**DATA FOR PROCESSING**.
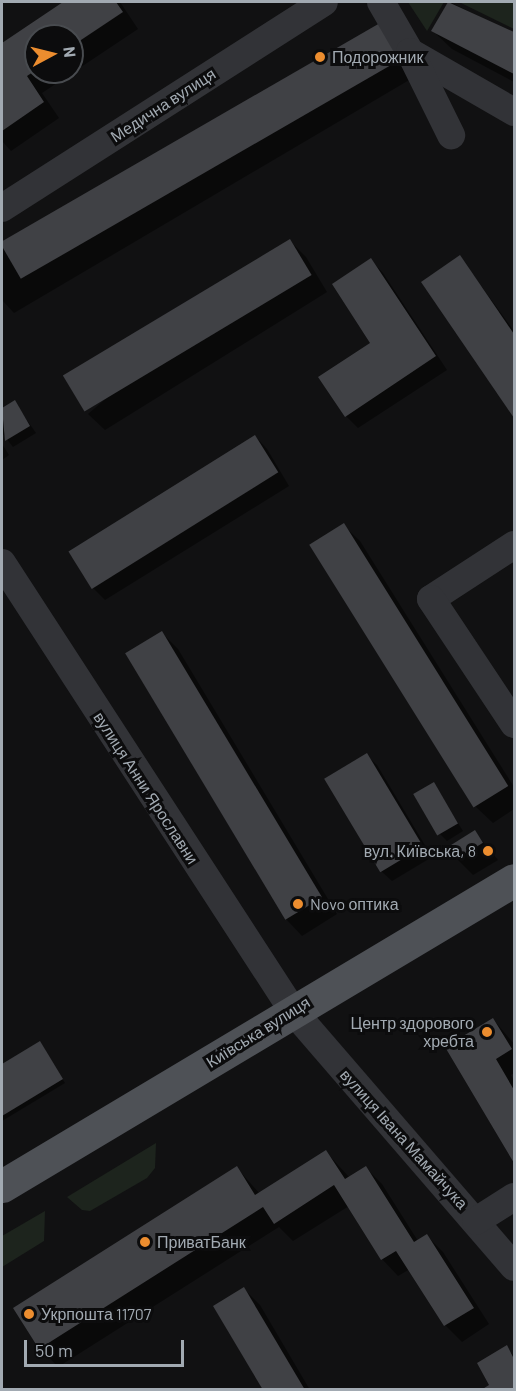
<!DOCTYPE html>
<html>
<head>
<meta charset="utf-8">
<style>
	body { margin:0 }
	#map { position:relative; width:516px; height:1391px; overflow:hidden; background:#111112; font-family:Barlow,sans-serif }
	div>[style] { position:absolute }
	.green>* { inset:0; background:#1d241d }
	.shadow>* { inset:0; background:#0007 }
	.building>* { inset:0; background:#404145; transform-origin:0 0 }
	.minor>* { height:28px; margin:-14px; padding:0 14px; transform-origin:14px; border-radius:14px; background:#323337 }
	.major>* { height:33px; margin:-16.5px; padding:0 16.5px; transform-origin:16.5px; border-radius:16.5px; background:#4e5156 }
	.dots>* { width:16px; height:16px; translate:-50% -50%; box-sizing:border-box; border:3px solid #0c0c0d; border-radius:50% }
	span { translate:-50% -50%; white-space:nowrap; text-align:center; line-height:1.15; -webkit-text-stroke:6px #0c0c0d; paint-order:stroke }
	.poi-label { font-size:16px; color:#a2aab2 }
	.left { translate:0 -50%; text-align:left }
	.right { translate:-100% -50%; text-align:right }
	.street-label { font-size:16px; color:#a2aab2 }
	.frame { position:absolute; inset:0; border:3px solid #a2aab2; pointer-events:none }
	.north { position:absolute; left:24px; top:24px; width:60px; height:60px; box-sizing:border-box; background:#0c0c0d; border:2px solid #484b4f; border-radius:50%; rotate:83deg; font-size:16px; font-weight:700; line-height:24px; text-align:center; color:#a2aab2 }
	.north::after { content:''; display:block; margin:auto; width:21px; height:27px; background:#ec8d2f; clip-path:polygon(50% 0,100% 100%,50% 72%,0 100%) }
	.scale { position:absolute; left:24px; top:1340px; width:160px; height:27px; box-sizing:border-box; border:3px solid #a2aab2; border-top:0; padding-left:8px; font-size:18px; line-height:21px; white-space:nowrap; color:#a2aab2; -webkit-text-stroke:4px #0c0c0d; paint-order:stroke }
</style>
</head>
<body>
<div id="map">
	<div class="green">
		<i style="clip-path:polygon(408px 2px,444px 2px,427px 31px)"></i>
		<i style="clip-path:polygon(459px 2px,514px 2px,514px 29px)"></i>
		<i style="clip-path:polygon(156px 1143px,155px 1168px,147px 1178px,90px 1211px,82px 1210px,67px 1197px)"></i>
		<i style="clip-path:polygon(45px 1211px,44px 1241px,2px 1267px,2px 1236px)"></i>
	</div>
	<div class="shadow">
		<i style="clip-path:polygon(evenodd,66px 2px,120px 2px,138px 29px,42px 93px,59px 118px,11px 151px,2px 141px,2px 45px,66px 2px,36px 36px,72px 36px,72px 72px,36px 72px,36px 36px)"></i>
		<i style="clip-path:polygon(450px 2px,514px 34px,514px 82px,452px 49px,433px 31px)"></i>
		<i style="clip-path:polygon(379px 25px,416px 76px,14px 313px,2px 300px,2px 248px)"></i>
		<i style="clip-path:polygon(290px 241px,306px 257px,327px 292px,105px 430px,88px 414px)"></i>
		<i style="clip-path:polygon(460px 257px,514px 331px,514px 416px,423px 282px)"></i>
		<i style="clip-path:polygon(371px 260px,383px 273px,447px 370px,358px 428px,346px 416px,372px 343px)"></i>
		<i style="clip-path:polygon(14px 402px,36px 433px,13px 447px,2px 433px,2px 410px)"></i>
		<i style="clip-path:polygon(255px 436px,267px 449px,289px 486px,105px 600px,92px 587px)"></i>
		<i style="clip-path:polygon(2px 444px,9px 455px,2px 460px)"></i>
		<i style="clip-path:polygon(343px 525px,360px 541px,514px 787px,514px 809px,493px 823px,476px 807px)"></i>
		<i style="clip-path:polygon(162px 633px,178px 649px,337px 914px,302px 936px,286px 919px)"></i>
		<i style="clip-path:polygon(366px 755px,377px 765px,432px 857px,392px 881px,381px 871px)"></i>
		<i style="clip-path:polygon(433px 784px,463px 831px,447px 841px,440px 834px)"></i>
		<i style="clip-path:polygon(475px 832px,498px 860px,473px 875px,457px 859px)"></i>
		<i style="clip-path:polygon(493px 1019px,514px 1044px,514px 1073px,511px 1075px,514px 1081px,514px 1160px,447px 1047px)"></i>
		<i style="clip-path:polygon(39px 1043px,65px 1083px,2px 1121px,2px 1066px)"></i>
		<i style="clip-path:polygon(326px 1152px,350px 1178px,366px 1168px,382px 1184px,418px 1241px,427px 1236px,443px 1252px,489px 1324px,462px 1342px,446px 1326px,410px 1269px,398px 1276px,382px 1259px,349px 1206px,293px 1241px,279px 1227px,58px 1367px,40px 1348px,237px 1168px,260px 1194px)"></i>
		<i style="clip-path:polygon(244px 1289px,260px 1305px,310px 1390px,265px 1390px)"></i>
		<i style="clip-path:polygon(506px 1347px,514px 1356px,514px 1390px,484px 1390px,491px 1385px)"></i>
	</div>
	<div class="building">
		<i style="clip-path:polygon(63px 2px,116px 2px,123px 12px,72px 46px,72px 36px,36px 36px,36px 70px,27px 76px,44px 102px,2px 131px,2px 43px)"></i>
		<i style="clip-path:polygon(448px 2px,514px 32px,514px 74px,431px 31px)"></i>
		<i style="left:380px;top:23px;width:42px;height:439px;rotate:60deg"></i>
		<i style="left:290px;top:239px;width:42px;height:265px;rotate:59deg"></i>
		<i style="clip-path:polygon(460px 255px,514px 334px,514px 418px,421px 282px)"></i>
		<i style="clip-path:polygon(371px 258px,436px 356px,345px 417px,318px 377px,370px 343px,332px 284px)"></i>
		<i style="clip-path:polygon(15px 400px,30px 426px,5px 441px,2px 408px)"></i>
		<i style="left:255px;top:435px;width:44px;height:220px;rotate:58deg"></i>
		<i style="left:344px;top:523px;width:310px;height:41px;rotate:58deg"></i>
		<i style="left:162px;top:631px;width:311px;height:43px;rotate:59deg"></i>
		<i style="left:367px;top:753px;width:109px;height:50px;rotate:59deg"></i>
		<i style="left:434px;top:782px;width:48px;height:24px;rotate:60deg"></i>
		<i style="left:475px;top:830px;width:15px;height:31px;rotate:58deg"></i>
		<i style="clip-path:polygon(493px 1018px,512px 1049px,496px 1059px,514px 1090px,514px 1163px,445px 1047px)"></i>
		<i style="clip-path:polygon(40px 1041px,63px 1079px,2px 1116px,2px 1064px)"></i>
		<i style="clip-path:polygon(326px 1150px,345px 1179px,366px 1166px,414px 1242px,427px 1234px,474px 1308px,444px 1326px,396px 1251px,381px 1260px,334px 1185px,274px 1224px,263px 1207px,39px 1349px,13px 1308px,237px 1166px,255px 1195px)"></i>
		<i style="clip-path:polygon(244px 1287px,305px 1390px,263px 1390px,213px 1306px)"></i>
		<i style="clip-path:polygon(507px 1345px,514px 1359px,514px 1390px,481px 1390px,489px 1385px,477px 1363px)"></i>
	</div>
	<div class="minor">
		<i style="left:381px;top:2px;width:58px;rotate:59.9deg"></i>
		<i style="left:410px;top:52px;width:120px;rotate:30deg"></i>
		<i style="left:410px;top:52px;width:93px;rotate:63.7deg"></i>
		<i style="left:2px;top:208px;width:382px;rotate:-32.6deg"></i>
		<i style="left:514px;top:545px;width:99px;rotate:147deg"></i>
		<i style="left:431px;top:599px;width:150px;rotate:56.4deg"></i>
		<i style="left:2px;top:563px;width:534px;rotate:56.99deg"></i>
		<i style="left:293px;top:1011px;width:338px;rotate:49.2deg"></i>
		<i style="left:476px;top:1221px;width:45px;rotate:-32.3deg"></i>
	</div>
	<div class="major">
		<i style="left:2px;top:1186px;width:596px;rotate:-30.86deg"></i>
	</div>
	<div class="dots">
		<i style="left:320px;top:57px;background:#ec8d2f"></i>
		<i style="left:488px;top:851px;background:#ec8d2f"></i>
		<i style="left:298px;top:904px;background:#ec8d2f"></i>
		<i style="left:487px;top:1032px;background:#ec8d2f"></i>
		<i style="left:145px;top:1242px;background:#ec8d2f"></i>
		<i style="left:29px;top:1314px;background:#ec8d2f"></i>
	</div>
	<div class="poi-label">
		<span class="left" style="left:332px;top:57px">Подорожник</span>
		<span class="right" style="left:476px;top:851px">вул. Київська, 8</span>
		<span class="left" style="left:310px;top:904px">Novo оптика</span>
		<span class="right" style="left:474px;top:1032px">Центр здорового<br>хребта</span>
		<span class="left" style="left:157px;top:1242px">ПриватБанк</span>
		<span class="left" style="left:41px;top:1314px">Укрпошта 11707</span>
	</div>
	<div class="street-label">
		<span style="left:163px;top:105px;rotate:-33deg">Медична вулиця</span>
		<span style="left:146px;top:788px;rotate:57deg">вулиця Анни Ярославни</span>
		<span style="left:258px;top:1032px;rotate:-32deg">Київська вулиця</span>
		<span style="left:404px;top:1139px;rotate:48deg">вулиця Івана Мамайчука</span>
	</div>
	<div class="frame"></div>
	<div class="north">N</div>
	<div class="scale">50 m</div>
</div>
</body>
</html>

...

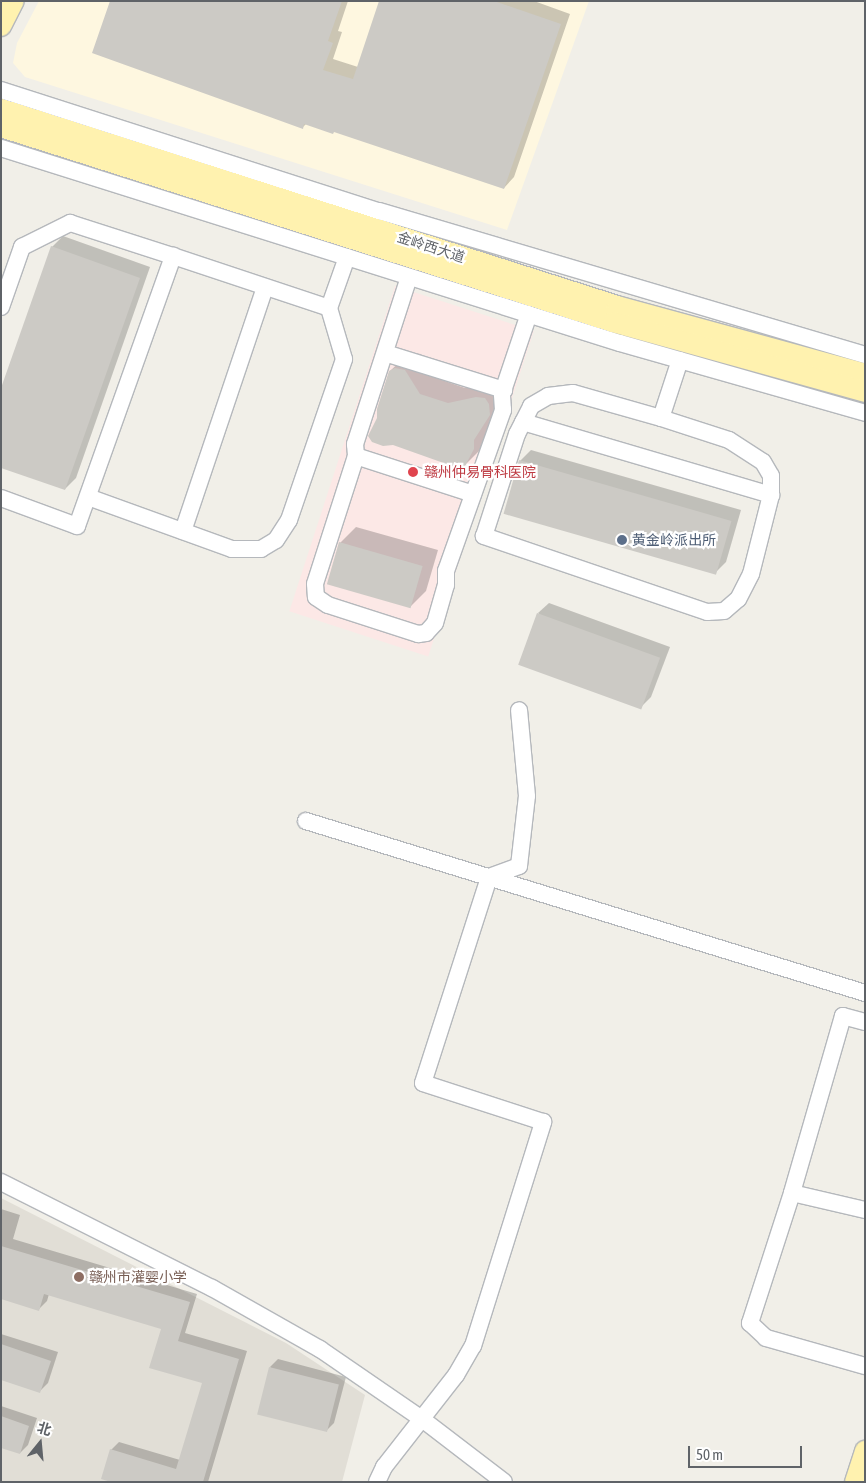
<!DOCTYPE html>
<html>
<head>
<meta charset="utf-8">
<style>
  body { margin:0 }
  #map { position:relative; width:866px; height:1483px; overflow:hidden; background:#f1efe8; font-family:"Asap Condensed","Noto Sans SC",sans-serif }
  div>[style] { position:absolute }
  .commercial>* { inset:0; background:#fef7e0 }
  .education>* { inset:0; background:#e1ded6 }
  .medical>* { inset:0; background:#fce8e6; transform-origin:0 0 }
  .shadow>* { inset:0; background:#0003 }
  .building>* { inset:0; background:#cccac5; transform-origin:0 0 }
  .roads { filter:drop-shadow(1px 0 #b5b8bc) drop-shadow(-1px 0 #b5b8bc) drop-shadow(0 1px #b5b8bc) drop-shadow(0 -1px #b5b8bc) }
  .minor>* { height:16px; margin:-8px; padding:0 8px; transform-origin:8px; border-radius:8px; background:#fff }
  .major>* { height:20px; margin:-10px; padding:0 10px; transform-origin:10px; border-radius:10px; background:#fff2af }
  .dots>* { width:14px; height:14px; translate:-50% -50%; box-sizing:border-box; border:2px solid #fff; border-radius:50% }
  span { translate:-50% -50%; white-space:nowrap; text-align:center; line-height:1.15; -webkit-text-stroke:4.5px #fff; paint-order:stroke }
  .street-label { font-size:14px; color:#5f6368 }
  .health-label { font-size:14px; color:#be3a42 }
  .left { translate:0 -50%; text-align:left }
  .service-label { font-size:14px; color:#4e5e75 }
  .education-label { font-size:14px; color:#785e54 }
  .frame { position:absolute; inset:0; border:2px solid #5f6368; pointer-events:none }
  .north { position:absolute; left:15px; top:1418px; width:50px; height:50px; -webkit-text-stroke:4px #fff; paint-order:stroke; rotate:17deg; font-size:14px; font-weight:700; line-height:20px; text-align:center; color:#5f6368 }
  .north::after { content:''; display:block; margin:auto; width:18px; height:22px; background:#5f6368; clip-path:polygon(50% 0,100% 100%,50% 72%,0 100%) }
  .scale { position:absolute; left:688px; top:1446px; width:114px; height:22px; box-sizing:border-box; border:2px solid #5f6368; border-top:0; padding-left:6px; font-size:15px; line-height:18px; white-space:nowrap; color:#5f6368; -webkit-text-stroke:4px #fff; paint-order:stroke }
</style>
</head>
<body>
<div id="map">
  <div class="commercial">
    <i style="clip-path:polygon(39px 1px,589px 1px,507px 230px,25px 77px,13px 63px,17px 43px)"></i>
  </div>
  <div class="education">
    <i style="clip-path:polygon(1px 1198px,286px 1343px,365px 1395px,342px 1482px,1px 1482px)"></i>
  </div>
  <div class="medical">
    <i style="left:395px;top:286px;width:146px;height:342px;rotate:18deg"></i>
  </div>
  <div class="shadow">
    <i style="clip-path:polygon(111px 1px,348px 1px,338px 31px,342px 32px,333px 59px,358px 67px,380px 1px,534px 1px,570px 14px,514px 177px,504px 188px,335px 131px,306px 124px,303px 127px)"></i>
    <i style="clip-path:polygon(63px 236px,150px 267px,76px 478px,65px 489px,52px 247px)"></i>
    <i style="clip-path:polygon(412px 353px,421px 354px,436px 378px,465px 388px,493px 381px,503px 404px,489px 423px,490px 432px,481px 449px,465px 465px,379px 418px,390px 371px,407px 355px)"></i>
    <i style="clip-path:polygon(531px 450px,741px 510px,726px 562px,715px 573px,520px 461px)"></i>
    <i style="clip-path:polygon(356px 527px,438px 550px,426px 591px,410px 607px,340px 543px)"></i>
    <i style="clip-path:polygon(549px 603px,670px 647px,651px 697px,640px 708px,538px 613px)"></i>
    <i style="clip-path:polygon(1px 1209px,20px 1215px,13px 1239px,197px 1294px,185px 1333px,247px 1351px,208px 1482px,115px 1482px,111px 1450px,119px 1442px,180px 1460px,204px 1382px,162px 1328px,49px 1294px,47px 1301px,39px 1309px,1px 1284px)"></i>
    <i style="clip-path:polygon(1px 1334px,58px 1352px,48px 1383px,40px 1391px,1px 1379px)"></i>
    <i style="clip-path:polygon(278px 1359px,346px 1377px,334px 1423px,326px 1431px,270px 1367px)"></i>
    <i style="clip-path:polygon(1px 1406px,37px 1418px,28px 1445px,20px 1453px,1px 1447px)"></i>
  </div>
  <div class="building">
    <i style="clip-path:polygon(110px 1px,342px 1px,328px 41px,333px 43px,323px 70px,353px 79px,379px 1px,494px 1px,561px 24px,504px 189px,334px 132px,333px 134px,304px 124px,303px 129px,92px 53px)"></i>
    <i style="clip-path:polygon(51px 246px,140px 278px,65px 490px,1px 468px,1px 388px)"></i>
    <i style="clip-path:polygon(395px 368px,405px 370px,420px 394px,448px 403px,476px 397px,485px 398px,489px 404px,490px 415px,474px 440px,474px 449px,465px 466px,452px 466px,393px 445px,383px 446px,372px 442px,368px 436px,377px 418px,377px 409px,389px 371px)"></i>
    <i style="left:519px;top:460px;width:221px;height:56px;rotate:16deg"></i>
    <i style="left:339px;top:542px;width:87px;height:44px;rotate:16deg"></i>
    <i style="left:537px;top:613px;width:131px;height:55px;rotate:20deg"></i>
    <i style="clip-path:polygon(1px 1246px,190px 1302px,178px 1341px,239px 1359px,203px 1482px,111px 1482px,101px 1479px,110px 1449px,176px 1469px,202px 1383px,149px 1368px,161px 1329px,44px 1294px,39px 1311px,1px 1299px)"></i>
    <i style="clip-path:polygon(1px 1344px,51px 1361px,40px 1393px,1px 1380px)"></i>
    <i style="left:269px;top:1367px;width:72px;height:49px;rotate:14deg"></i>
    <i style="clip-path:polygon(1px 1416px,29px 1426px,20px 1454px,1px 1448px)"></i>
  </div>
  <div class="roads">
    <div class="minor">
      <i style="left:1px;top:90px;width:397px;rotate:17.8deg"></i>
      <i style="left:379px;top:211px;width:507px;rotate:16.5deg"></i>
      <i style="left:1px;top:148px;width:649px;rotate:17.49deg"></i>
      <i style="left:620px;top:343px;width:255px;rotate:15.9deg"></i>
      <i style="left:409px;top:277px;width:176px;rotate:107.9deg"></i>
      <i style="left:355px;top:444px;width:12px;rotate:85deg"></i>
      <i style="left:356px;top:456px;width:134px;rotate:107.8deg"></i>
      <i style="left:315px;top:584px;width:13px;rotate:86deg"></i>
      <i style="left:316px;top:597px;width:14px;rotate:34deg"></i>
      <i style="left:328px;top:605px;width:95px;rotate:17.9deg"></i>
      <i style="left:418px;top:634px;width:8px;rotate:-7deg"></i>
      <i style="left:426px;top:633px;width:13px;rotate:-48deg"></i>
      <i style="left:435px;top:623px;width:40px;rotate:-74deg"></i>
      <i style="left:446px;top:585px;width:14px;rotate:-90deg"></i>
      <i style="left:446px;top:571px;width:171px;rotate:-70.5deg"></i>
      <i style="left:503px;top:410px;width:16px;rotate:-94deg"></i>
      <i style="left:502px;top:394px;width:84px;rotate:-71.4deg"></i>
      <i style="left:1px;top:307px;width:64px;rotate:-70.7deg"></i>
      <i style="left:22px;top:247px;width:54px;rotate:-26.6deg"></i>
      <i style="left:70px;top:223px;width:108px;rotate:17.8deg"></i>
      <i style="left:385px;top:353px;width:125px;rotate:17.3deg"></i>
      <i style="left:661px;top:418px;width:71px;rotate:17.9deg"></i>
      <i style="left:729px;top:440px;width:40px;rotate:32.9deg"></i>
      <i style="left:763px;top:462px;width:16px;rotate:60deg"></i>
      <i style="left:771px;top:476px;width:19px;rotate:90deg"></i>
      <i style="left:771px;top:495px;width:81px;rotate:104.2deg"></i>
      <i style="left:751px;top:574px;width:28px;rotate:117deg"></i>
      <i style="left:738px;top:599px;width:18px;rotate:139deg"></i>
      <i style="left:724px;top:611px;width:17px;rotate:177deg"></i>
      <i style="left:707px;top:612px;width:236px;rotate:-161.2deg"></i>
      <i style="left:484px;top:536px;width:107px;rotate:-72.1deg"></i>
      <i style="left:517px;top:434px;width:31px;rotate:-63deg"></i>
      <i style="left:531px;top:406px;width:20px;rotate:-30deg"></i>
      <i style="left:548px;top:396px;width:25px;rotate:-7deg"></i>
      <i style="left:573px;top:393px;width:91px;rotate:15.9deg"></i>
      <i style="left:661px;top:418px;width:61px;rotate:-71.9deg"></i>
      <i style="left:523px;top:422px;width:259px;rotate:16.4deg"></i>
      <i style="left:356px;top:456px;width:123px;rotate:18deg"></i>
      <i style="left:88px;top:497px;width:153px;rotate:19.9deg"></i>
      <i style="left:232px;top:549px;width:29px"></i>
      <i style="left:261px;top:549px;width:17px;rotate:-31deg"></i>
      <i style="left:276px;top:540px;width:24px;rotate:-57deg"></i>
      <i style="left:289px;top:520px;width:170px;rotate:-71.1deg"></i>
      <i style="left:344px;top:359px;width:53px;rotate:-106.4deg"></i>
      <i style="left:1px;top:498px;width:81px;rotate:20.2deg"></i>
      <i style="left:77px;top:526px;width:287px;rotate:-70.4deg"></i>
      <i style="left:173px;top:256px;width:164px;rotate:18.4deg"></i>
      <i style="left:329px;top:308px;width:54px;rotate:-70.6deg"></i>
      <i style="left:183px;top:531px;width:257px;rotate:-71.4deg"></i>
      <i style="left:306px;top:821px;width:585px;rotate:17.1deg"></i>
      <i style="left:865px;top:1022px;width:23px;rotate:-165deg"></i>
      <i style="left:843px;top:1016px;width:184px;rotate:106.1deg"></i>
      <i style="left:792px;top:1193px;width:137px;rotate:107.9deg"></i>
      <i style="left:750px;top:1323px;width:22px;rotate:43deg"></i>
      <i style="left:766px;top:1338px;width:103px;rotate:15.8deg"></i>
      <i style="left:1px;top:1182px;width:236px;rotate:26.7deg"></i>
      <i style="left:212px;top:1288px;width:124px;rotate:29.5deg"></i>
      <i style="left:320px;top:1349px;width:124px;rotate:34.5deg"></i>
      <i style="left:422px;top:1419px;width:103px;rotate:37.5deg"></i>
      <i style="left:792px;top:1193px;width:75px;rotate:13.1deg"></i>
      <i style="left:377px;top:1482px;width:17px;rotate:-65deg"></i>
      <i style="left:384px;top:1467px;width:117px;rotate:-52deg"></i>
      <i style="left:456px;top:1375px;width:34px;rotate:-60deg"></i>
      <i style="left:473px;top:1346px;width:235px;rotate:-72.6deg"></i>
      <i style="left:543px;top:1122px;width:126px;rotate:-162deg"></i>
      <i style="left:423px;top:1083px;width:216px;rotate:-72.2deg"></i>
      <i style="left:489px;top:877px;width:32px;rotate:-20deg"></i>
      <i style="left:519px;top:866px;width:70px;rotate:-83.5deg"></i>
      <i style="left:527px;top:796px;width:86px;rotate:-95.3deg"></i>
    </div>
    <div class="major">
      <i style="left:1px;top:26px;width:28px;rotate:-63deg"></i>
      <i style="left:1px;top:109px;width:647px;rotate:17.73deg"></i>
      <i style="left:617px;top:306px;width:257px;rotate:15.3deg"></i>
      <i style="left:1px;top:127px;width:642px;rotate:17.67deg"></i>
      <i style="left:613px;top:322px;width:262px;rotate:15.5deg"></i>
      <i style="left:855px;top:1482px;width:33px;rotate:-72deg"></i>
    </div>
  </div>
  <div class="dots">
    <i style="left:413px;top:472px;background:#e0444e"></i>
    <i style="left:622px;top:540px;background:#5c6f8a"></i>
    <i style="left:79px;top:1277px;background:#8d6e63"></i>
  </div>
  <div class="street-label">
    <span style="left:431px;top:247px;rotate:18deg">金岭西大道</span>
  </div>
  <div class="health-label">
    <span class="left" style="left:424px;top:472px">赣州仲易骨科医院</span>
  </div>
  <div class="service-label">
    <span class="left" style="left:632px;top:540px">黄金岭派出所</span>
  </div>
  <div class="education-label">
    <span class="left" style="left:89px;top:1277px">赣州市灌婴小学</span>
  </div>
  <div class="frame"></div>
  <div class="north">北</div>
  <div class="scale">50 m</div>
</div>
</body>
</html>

**PROBLEM REQUIREMENTS**.
From the entries above, print the lines beginning at the one with "height:16px; margin:-8px; padding:0" and stopping after the one with "width:14px; height:14px; translate:-50%", exactly as written and with nothing else.

**TASK RESPONSE**.
  .minor>* { height:16px; margin:-8px; padding:0 8px; transform-origin:8px; border-radius:8px; background:#fff }
  .major>* { height:20px; margin:-10px; padding:0 10px; transform-origin:10px; border-radius:10px; background:#fff2af }
  .dots>* { width:14px; height:14px; translate:-50% -50%; box-sizing:border-box; border:2px solid #fff; border-radius:50% }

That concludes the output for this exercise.